EXERCISE OBJECTIVE
Keyword search on "rotate": report each line of the records that contains it.

DATA PROVIDED
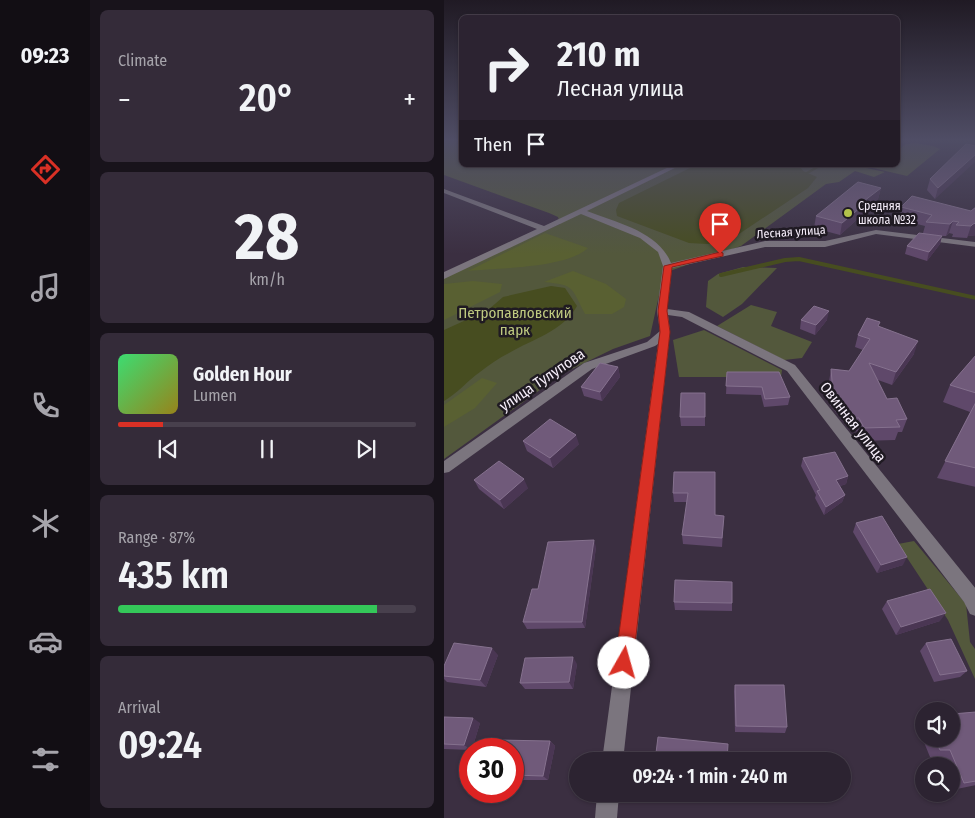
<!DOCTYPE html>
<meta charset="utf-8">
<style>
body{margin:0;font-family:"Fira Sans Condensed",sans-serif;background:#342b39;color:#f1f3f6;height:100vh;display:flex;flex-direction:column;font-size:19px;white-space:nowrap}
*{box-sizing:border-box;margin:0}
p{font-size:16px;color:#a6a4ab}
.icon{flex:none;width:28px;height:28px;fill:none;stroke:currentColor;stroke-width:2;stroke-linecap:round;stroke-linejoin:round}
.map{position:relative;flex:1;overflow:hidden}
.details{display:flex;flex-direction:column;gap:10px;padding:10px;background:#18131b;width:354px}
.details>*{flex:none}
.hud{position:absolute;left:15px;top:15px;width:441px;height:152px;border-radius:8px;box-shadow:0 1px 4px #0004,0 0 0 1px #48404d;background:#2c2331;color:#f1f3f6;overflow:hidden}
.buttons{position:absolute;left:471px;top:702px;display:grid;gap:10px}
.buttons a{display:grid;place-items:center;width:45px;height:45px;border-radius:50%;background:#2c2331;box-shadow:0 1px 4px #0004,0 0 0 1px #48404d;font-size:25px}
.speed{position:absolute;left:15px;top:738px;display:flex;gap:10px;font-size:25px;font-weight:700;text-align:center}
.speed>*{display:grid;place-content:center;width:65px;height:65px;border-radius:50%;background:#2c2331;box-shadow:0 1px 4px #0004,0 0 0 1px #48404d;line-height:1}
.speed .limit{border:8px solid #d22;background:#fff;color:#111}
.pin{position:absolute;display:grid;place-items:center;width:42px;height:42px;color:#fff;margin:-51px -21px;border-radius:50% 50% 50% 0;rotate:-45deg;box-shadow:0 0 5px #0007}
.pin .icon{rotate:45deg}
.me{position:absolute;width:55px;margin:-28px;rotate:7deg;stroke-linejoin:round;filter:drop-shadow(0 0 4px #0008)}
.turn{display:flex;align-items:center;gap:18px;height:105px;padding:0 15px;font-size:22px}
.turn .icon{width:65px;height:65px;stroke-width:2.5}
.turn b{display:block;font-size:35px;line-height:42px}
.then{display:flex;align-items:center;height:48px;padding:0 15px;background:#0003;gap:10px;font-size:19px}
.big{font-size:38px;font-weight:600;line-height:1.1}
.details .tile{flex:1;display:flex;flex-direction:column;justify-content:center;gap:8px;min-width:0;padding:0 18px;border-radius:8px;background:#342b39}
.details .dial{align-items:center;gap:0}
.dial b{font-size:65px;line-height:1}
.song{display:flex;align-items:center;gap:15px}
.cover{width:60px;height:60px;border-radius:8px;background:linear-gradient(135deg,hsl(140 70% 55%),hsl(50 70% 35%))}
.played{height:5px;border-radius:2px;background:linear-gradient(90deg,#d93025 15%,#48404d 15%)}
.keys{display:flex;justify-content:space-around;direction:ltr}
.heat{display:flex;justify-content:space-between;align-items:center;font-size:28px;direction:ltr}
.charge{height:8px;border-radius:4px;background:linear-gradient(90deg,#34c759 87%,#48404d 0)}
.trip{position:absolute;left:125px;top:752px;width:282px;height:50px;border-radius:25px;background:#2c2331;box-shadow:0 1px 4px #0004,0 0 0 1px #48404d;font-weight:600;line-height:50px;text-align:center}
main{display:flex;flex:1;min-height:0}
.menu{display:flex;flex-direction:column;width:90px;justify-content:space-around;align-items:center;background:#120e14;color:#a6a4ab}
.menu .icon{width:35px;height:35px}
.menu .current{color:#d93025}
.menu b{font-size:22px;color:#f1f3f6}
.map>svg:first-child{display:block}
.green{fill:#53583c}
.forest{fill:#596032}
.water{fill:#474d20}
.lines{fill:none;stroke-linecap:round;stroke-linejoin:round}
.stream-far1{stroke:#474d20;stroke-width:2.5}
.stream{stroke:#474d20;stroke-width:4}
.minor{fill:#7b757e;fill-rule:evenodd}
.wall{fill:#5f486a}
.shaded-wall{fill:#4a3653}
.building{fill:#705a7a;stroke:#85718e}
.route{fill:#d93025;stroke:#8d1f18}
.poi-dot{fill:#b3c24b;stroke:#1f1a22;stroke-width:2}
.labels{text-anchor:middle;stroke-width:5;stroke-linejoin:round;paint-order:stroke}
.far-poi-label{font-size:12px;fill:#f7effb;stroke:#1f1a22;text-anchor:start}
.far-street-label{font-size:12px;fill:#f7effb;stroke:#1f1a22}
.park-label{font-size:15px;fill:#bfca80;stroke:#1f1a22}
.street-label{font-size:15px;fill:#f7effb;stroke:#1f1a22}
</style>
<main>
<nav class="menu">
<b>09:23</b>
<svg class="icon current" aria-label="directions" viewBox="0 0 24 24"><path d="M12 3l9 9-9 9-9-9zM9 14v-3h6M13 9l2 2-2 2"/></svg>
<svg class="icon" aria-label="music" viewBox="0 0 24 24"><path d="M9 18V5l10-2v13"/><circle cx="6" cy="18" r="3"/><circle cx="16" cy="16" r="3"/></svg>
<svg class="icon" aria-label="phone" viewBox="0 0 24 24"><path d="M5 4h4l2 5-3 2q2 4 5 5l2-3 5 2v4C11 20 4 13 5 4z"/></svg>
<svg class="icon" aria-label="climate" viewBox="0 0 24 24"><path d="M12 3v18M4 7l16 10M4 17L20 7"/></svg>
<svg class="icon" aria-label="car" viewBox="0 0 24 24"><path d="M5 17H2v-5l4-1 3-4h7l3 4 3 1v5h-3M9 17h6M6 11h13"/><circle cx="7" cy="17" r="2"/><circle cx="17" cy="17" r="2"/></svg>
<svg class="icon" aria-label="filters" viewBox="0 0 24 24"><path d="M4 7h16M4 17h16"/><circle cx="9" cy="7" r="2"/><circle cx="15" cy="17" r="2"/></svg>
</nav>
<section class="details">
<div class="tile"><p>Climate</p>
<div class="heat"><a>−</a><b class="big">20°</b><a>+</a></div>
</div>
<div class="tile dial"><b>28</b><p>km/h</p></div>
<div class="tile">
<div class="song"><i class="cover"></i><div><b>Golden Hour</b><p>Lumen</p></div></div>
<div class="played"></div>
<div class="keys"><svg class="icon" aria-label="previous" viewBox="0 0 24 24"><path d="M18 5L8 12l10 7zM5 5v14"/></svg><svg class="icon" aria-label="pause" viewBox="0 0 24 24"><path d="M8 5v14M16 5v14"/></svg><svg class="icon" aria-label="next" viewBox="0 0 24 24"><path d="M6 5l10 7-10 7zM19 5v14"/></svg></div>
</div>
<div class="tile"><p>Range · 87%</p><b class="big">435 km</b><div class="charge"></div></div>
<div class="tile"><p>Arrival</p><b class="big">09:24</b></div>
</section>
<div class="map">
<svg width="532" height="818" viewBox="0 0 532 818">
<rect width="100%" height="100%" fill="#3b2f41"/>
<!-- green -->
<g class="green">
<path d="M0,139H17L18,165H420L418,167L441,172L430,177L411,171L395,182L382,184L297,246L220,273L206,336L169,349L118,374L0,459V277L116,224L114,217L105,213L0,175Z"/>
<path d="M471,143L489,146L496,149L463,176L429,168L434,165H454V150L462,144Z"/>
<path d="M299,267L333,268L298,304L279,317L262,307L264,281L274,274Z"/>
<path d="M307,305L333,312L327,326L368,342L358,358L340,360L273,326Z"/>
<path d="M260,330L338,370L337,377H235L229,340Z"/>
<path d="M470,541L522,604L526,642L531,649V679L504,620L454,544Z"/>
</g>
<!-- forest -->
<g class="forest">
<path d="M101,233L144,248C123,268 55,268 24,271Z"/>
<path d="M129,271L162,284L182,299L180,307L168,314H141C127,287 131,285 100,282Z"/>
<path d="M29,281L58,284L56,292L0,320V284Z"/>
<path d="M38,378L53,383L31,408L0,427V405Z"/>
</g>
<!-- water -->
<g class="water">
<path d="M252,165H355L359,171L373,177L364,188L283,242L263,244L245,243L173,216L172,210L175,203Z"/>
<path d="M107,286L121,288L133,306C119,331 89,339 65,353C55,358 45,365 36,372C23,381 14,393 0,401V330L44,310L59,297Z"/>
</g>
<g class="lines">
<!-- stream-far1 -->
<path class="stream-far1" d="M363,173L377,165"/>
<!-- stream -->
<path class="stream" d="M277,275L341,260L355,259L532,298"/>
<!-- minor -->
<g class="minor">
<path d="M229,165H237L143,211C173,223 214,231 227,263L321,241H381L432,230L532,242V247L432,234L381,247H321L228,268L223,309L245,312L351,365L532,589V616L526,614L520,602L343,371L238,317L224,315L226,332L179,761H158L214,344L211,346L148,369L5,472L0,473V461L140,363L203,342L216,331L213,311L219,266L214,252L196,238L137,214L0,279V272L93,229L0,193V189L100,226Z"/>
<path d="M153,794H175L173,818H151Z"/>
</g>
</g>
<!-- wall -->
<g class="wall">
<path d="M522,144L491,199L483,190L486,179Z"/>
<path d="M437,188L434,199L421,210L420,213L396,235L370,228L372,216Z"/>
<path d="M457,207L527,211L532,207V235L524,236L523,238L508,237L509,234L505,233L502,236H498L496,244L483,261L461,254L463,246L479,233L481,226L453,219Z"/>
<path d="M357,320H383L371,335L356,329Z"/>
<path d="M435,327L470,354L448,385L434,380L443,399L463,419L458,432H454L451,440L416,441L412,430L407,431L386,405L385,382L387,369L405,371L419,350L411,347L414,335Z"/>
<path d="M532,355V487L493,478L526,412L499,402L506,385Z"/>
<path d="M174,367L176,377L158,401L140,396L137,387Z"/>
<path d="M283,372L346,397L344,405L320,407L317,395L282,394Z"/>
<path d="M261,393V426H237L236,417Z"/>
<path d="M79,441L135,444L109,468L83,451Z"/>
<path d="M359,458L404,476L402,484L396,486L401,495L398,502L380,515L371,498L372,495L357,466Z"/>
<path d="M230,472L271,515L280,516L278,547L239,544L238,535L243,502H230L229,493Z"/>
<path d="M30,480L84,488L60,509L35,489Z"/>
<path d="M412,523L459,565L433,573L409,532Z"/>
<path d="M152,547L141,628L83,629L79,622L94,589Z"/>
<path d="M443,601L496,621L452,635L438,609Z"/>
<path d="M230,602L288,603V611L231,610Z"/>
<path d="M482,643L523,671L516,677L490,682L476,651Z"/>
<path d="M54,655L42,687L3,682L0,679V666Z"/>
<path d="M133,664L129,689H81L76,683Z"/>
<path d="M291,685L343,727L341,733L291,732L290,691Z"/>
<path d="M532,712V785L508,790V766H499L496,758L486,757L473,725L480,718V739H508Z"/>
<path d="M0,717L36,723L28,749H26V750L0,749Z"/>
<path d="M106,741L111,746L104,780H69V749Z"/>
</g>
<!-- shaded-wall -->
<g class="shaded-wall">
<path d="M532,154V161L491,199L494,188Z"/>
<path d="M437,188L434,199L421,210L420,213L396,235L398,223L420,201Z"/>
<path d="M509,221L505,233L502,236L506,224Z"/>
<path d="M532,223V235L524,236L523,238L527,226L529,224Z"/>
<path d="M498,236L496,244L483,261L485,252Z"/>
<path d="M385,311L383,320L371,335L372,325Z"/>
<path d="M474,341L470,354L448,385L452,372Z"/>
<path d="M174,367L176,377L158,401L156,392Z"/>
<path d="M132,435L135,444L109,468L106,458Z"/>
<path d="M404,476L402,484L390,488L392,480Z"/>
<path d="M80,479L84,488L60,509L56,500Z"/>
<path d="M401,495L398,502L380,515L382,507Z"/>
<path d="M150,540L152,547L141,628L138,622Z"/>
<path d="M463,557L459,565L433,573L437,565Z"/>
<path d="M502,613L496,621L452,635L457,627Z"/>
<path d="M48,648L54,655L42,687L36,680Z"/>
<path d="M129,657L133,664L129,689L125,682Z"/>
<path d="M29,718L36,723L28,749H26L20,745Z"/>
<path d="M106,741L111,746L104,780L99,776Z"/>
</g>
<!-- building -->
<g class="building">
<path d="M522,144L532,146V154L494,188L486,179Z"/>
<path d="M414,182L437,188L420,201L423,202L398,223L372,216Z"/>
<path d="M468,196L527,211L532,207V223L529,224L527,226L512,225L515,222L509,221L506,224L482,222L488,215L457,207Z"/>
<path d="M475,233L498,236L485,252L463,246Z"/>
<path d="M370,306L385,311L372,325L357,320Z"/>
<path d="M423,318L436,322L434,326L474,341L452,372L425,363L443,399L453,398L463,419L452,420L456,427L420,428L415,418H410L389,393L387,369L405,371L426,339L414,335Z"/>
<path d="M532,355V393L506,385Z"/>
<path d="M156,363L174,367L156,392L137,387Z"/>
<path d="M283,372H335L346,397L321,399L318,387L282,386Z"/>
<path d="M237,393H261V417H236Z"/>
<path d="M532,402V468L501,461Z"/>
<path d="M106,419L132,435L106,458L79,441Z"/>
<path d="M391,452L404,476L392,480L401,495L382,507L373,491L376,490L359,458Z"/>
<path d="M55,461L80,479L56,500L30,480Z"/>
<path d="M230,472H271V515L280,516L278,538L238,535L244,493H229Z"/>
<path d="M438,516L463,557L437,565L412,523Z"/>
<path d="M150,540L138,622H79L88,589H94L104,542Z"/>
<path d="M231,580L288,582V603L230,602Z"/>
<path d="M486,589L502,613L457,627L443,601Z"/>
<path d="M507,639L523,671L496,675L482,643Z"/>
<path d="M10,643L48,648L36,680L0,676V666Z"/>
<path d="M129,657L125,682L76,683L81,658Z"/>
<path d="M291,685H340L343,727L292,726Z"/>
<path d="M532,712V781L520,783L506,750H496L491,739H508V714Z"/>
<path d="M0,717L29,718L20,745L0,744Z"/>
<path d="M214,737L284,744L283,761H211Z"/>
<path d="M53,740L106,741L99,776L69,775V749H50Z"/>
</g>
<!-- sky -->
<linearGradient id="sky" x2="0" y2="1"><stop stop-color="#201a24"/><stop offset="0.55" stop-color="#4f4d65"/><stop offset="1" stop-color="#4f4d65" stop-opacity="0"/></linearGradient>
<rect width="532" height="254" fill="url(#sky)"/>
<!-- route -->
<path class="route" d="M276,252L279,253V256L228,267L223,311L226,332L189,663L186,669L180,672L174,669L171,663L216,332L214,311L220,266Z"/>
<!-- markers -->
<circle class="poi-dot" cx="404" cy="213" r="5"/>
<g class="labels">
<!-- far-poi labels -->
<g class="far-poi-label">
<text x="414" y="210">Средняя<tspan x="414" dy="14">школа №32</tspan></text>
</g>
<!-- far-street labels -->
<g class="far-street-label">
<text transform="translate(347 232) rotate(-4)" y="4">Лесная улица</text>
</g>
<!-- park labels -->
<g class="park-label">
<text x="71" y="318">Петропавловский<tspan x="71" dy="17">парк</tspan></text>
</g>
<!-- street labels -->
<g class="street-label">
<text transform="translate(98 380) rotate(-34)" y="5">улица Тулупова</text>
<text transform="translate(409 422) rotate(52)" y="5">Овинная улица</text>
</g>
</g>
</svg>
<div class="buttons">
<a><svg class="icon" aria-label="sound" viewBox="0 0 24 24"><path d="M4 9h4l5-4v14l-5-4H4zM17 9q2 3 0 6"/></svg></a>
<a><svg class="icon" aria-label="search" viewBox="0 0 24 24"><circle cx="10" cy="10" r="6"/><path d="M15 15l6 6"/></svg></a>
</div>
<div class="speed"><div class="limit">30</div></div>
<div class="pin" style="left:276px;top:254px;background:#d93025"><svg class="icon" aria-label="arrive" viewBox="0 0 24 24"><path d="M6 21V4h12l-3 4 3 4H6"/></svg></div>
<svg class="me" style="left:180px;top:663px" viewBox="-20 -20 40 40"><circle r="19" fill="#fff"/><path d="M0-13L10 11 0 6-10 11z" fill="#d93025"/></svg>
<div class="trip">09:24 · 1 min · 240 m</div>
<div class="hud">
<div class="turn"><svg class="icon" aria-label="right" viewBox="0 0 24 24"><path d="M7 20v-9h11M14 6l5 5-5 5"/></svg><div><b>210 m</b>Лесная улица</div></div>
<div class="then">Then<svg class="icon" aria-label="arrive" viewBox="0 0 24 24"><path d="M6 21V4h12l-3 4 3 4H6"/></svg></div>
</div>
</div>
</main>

RESPONSE TO THIS TASK
.pin{position:absolute;display:grid;place-items:center;width:42px;height:42px;color:#fff;margin:-51px -21px;border-radius:50% 50% 50% 0;rotate:-45deg;box-shadow:0 0 5px #0007}
.pin .icon{rotate:45deg}
.me{position:absolute;width:55px;margin:-28px;rotate:7deg;stroke-linejoin:round;filter:drop-shadow(0 0 4px #0008)}
<text transform="translate(347 232) rotate(-4)" y="4">Лесная улица</text>
<text transform="translate(98 380) rotate(-34)" y="5">улица Тулупова</text>
<text transform="translate(409 422) rotate(52)" y="5">Овинная улица</text>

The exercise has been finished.